Foreign capital optimistic over China stock rally, with UBS exec saying A-shares may catch up with H-shares

Foreign Capital Optimistic Over China Stock Rally: UBS Exec Explains How A-shares May Catch Up With H-shares

Foreign investors have boosted China’s equity exposure by over US$2.7 billion in July 2025, reflecting growing confidence in both A-shares and H-shares. This surge underscores persistent valuation gaps, regulatory liberalization and macro drivers that are reshaping capital flows. Readers will gain clear insight into:

  • Key optimism drivers behind the rally
  • Structural differences between A-shares and H-shares
  • Impact of China’s new foreign investment policies on A-shares
  • Macro and micro factors fueling the rally
  • UBS’s expert outlook on convergence and strategy
  • Opportunities, risks and navigation best practices for foreign capital

Understanding these elements will equip institutional and individual investors with actionable frameworks to evaluate China’s stock market, align portfolios and harness emerging opportunities.

Foreign Investment in China’s Stock Market

Foreign investors increased their exposure to Chinese equities by over US$2.7 billion in July 2025, indicating growing confidence in both A-shares and H-shares, which is influenced by policy reforms, attractive price-earnings ratios, and robust economic signals.

This source supports the claim that foreign investment is increasing and is influenced by policy changes.

Why Are Foreign Investors Optimistic About China’s Stock Market Rally?

Foreign capital is drawn by a combination of policy reforms, attractive price-earnings ratios and robust economic signals that collectively underpin China’s stock market rebound. This optimism reflects renewed regulatory clarity, valuation discounts relative to global peers and strong domestic demand that together support equity performance.

What Recent Policy Reforms Boost Foreign Investment in China?

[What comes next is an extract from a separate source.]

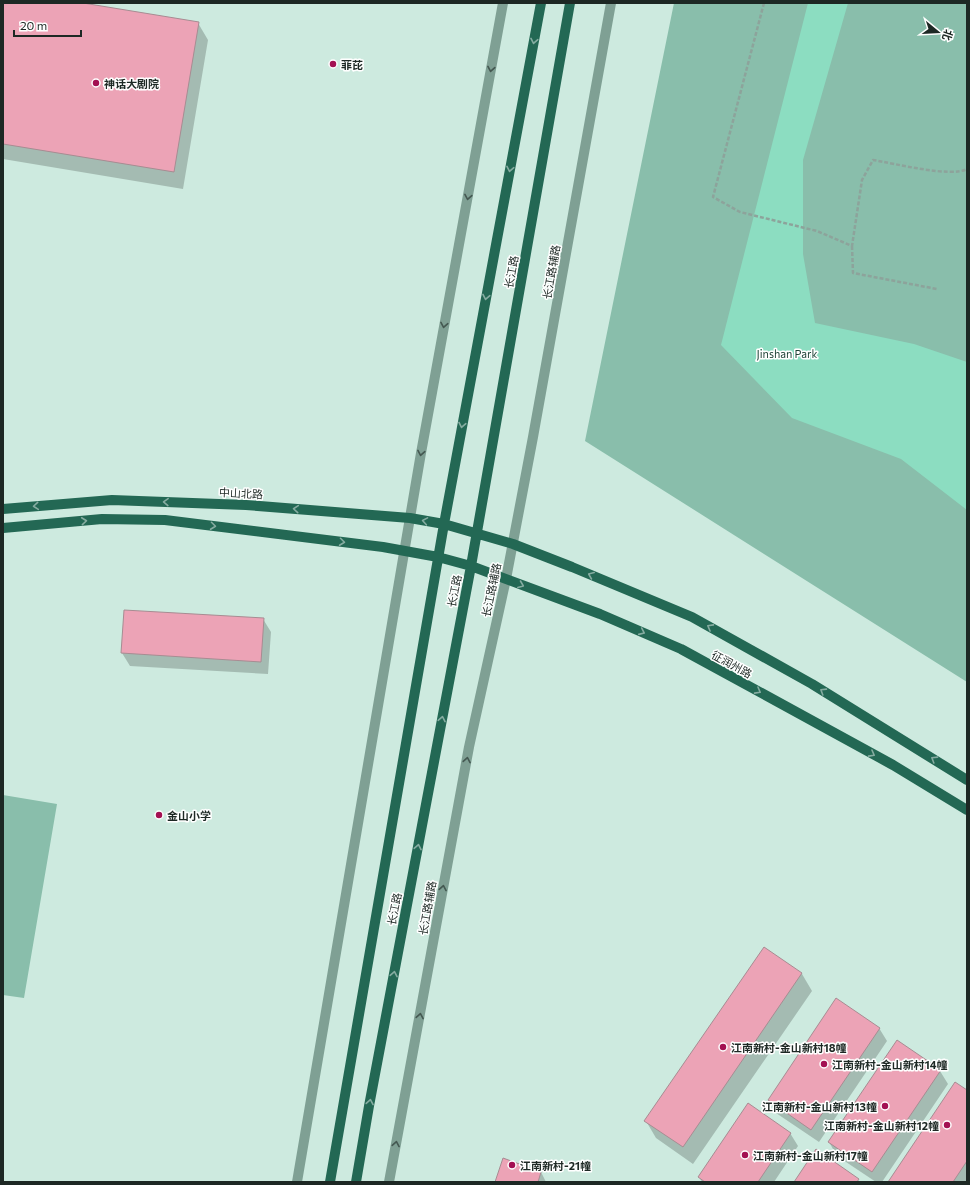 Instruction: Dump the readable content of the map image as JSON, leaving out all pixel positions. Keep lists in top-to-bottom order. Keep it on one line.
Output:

Business professional reviewing investment documents on China's new foreign investment policies

China has simplified foreign access by lowering shareholding thresholds, expanding permissible investment vehicles and cutting bureaucratic procedures. For example, the tender-offer threshold fell from 10% to 5%, while agreement-transfer approvals were streamlined.

China’s New Foreign Investment Policies

China has simplified foreign access by lowering shareholding thresholds, expanding permissible investment vehicles, and cutting bureaucratic procedures, such as reducing the tender-offer threshold from 10% to 5% and streamlining agreement-transfer approvals.

This citation provides evidence of specific policy changes that are boosting foreign investment.

These measures reduce operational friction and signal sustained market opening, encouraging both strategic investors and portfolio managers to increase China equity allocations.

How Do Attractive Valuations Drive Foreign Capital Inflows?

Chinese stocks trade at an average P/E of 11–15× versus about 26× for the S&P 500, creating a valuation gap targetable by value-oriented funds. Lower relative multiples and dividend yields above global averages support yield-seeking strategies.

Valuation Differences and Foreign Capital Inflows

Chinese stocks trade at an average P/E of 11–15× versus about 26× for the S&P 500, creating a valuation gap that attracts value-oriented funds, and lower relative multiples and dividend yields above global averages support yield-seeking strategies.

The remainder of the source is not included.